Durante la crisis más reciente, los precios spot del GNL en Asia superaron los 20 dólares por millón de BTU. Sin embargo, se mantuvieron por debajo de los niveles registrados en 2022, cuando la interrupción del suministro ruso generó una crisis energética en Europa.
Para Shell, ese comportamiento refleja que el mercado actual tiene una mayor capacidad de adaptación frente a interrupciones de oferta.
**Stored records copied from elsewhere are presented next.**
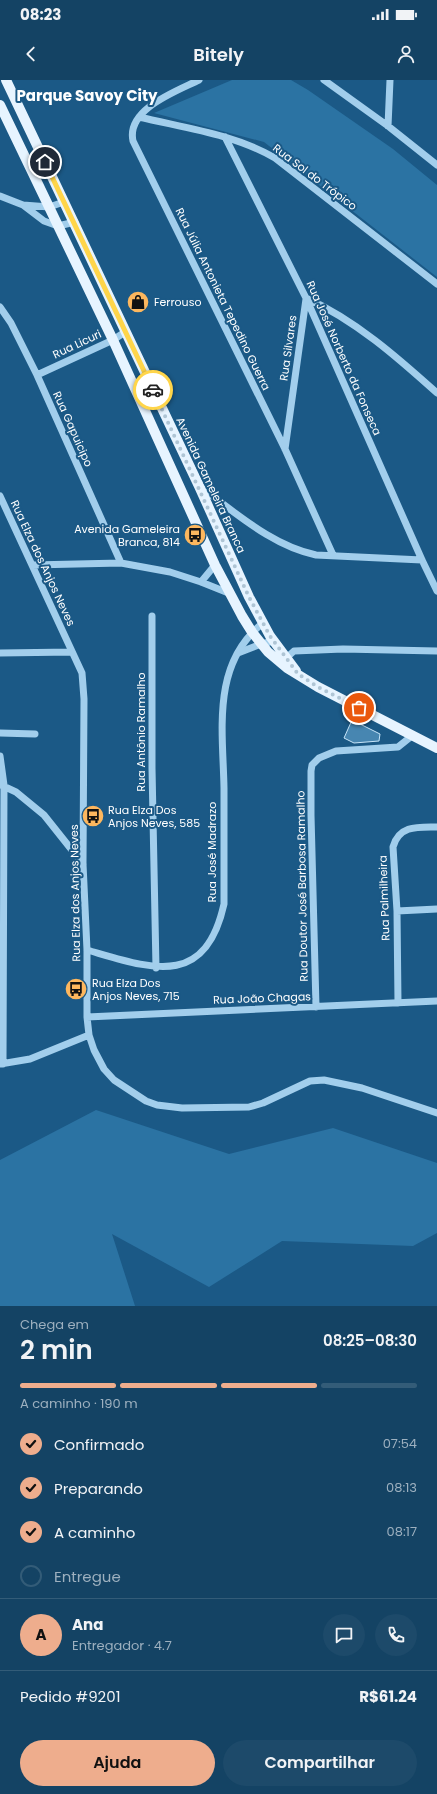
<!DOCTYPE html>
<html lang="pt">
<head>
<meta charset="utf-8">
<style>
	:root { --surface:#144364; --page:#1d4a6a; --text:#f1f3f6; --muted:#9db0bf; --line:#335c78; --accent:#eead8d }
	body { margin:0; font-family:Poppins,sans-serif; background:var(--page); color:var(--text); height:100vh; display:flex; flex-direction:column; font-size:15px; white-space:nowrap }
	* { box-sizing:border-box; margin:0 }
	p { font-size:13px; color:var(--muted) }
	.icon { flex:none; width:22px; height:22px; fill:none; stroke:currentColor; stroke-width:2; stroke-linecap:round; stroke-linejoin:round }
	.map { position:relative; height:1226px; overflow:hidden }
	.drawer { display:flex; flex-direction:column; background:var(--surface); flex:1 }
	.drawer>* { flex:none }
	.pin { position:absolute; display:grid; place-items:center; width:34px; height:34px; color:#fff; margin:-17px; border:2px solid #fff; border-radius:50%; box-shadow:0 1px 4px #0007 }
	.courier { position:absolute; display:grid; place-items:center; width:40px; height:40px; margin:-20px; border:3px solid #ffd54a; border-radius:50%; background:#fff; color:#222; box-shadow:0 1px 5px #0007 }
	.summary em { font-style:normal; font-weight:600 }
	.summary div { display:flex; flex-direction:column-reverse }
	.summary { display:flex; align-items:center; justify-content:space-between; height:68px; padding:0 20px }
	h1 { font-size:26px; font-weight:600; line-height:30px }
	.bar { display:grid; grid-template-columns:repeat(4,1fr); gap:6px 4px; align-content:center; height:48px; padding:0 20px }
	.bar i { height:5px; border-radius:3px; background:var(--line) }
	.bar .selected { background:var(--accent) }
	.bar p { grid-column:span 4 }
	.line { display:flex; align-items:center; gap:10px; padding:0 20px; border-top:1px solid var(--line) }
	.line div { flex:1 }
	.round { display:grid; place-items:center; flex:none; width:42px; height:42px; border-radius:21px; background:var(--page) }
	ol { padding:0 20px; list-style:none }
	li { display:flex; align-items:center; gap:12px; height:44px }
	li p { margin-inline-start:auto }
	li .icon { padding:4px; border-radius:50%; background:var(--accent); color:#111; stroke-width:4 }
	li:last-child { color:var(--muted) }
	li i { width:22px; height:22px; border:2px solid var(--line); border-radius:50% }
	.action { display:flex; gap:8px; margin-top:auto; padding:8px 20px }
	.action a { flex:1; height:46px; border-radius:24px; background:var(--accent); color:#111; font-size:16px; font-weight:600; line-height:46px; text-align:center }
	.action a+a { background:var(--page); color:var(--text) }
	.status { display:flex; justify-content:space-between; align-items:center; height:28px; padding:0 20px; background:var(--surface); direction:ltr }
	.status svg { height:11px; fill:currentColor }
	header { display:flex; justify-content:space-between; align-items:center; height:52px; padding:0 20px; background:var(--surface); font-size:18px; font-weight:600 }
	.map>svg:first-child { display:block }
</style>
</head>
<body>
<div class="status"><b>08:23</b><svg viewBox="0 0 49 12"><path d="M0 12V9h3v3zM5 12V6h3v6zM10 12V3h3v9zM15 12V0h3v12zM26 1h20v11H26zM47 4h2v5h-2z"/></svg></div>
<header><svg class="icon" aria-label="back" viewBox="0 0 24 24"><path d="M15 5l-7 7 7 7"/></svg>Bitely<svg class="icon" aria-label="person" viewBox="0 0 24 24"><circle cx="12" cy="8" r="4"/><path d="M4 21q1-7 8-7t8 7"/></svg></header>
<div class="map">
<svg width="437" height="1226" viewBox="0 0 437 1226">
	<rect width="100%" height="100%" fill="#1b5986"/>
	<path fill="#2b73a3" d="M232,0H291L308,10L393,69L437,105V197L264,62L154,33Z
		M96,1030L229,1074L333,1048L437,1083V1153L413,1166L282,1161L209,1207L112,1154L135,1226H0V1080Z"/>
	<path fill="#4786b1" stroke="#c7e5f9" d="M352,640L380,654L379,661L354,663L344,658Z"/>
	<g fill="none" stroke-linecap="round" stroke-linejoin="round">
		<path stroke="#a2ceec" stroke-width="7" d="M199,0C177,11 126,29 133,61L285,369L333,475
			M324,0L388,46L437,85
			M139,37C185,48 234,54 275,78L437,204
			M388,46L390,0
			M225,57L306,218L422,480L437,511
			M0,116L23,125L49,127L64,122
			M23,125L44,141L58,146L75,142
			M306,218C355,240 397,277 437,313
			M0,227L11,243L37,295L121,483
			M37,295L113,260L125,252
			M285,369L306,219
			M200,407C235,432 272,466 316,475L422,480
			M0,416L82,593L84,619L83,784L87,870V937L89,955L94,970L104,989L114,1000L146,1021L157,1025L182,1028L249,1027L263,1023L310,1001L324,1000L362,1008L437,1033
			M32,485L121,483L170,492L201,502L231,514
			M201,502L215,485
			M152,536V688L156,888
			M0,573L72,572
			M238,573L261,564L274,561
			M283,581L294,571L343,569L437,571
			M0,653L35,654
			M0,676L4,705L3,984
			M1,705L16,712L44,735L83,784
			M397,831L437,829
			M87,870C150,888 205,910 224,824C224,786 224,747 224,708C223,651 211,584 263,543
			M398,923L397,831L393,767C399,745 418,747 437,747
			M316,927L311,735V691L312,685L319,678L336,671L398,667L413,655
			M87,937L437,921
			M0,984L30,979L89,955"/>
		<path stroke="#e7f4ff" stroke-width="10" d="M6,0L199,406L249,517L270,556L296,591
			M0,25L113,260L215,485L242,536L252,552L268,572L287,588L318,607L437,668"/>
	</g>
	<g fill="none" stroke-linecap="round" stroke-linejoin="round">
		<path stroke="#afc5d5" stroke-width="4" stroke-dasharray="0 7.2" d="M153,310L249,517L270,556L298,594L318,607L359,628"/>
		<path stroke="#ffd54a" stroke-width="5" d="M45,82L153,310"/>
	</g>
	<defs>
		<g id="shop-disc" transform="scale(1.15)"><circle r="9.5" fill="#fdb75e" stroke="#1b5986"/><path d="M-5-2.5h2.3a2.7 3.5 0 0 1 5.4 0H5L5.5 6h-11ZM-1.5-2.5h3a1.5 2.3 0 0 0-3 0Z" fill="#111"/></g>
		<g id="bus-disc" transform="scale(1.15)"><circle r="9.5" fill="#fdb75e" stroke="#1b5986"/><path d="M-5-6H5V4H4V6H2V4H-2V6H-4V4H-5ZM-3.5-4V0h7V-4ZM-3.5 1.2v1.5H-2V1.2ZM2 1.2v1.5H3.5V1.2Z" fill="#111"/></g>
	</defs>
	<g fill-rule="evenodd">
		<use href="#shop-disc" x="138" y="222"/>
		<use href="#bus-disc" x="195" y="455"/>
		<use href="#bus-disc" x="93" y="736"/>
		<use href="#bus-disc" x="76" y="909"/>
	</g>
	<g text-anchor="middle" dominant-baseline="central" stroke-width="4" stroke-linejoin="round" paint-order="stroke">
		<g font-size="11" fill="#fff" stroke="#1b5986">
			<text transform="translate(315 97) rotate(37)">Rua Sol do Trópico</text>
			<text transform="translate(223 219) rotate(64)">Rua Júlia Antonieta Tepedino Guerra</text>
			<text transform="translate(77 264) rotate(-25)">Rua Licuri</text>
			<text transform="translate(288 268) rotate(-82)">Rua Silvares</text>
			<text transform="translate(344 278) rotate(66)">Rua José Norberto da Fonseca</text>
			<text transform="translate(73 349) rotate(66)">Rua Gapuicipo</text>
			<text transform="translate(211 405) rotate(65)">Avenida Gameleira Branca</text>
			<text transform="translate(43 483) rotate(65)">Rua Elza dos Anjos Neves</text>
			<text transform="translate(141 652) rotate(-90)">Rua Antônio Ramalho</text>
			<text transform="translate(212 772) rotate(-90)">Rua José Madrazo</text>
			<text transform="translate(302 806) rotate(-91)">Rua Doutor José Barbosa Ramalho</text>
			<text transform="translate(75 813) rotate(-91)">Rua Elza dos Anjos Neves</text>
			<text transform="translate(384 818) rotate(-92)">Rua Palmilheira</text>
			<text transform="translate(262 918) rotate(-2)">Rua João Chagas</text>
		</g>
		<g font-size="11" fill="#fff" stroke="#1b5986" text-anchor="start">
			<text x="154" y="222">Ferrouso</text>
			<text x="180" y="449" text-anchor="end">Avenida Gameleira<tspan x="180" dy="13">Branca, 814</tspan></text>
			<text x="108" y="730">Rua Elza Dos<tspan x="108" dy="13">Anjos Neves, 585</tspan></text>
			<text x="92" y="903">Rua Elza Dos<tspan x="92" dy="13">Anjos Neves, 715</tspan></text>
		</g>
		<g font-size="15" font-weight="bold" fill="#fff" stroke="#1b5986">
			<text x="87" y="15">Parque Savoy City</text>
		</g>
	</g>
</svg>
<div class="pin" style="left:359px;top:628px;background:#ea580c"><svg class="icon" aria-label="bag" viewBox="0 0 24 24"><path d="M5 8h14l-1 12H6zM9 8a3 3 0 0 1 6 0"/></svg></div>
<div class="pin" style="left:45px;top:82px;background:#1f2937"><svg class="icon" aria-label="home" viewBox="0 0 24 24"><path d="M3 11l9-7 9 7M6 9v11h12V9"/></svg></div>
<div class="courier" style="left:153px;top:310px"><svg class="icon" aria-label="car" viewBox="0 0 24 24"><path d="M5 17H2v-5l4-1 3-4h7l3 4 3 1v5h-3M9 17h6M6 11h13"/><circle cx="7" cy="17" r="2"/><circle cx="17" cy="17" r="2"/></svg></div>
</div>
<section class="drawer">
<div class="summary"><div><h1>2 min</h1><p>Chega em</p></div><em>08:25–08:30</em></div>
<div class="bar"><i class="selected"></i><i class="selected"></i><i class="selected"></i><i></i><p>A caminho · 190 m</p></div>
<ol>
<li><svg class="icon" aria-label="check" viewBox="0 0 24 24"><path d="M5 12l5 5 9-10"/></svg>Confirmado<p>07:54</p></li>
<li><svg class="icon" aria-label="check" viewBox="0 0 24 24"><path d="M5 12l5 5 9-10"/></svg>Preparando<p>08:13</p></li>
<li><svg class="icon" aria-label="check" viewBox="0 0 24 24"><path d="M5 12l5 5 9-10"/></svg>A caminho<p>08:17</p></li>
<li><i></i>Entregue</li>
</ol>
<div class="line" style="height:72px"><b class="round" style="background:var(--accent);color:#111">A</b><div><b>Ana</b><p>Entregador · 4.7</p></div><a class="round"><svg class="icon" aria-label="chat" viewBox="0 0 24 24"><path d="M4 5h16v11H9l-5 4z"/></svg></a><a class="round"><svg class="icon" aria-label="phone" viewBox="0 0 24 24"><path d="M5 4h4l2 5-3 2q2 4 5 5l2-3 5 2v4C11 20 4 13 5 4z"/></svg></a></div>
<div class="line" style="height:52px"><div>Pedido #9201</div><b>R$61.24</b></div>
<div class="action"><a>Ajuda</a><a>Compartilhar</a></div>
</section>
</body>
</html>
El informe también señala que los contratos de largo plazo siguen siendo un componente central del comercio mundial de GNL, ya que representan cerca de dos tercios del total comercializado.
En mayo de este año, el precio promedio pagado por los compradores de GNL se ubicó entre 11 y 12 dólares por millón de BTU, frente a un rango de 7 a 11 dólares en enero, antes del inicio del conflicto en Medio Oriente.
Cedric Cremers, presidente de Gas Integrado de Shell, sostuvo que el conflicto en Medio Oriente generó un shock sistémico con impacto en distintos sectores de la economía, pero que la industria del GNL mostró capacidad de adaptación frente a las condiciones cambiantes del mercado.
La compañía considera que, pese a la necesidad de nuevas inversiones en infraestructura, las perspectivas de largo plazo siguen siendo sólidas.
En ese escenario, el GNL continuará ocupando un lugar relevante como factor de estabilidad dentro del sistema energético mundial, con mayor demanda, nuevos usos, expansión de infraestructura y creciente participación en la seguridad energética de distintos países.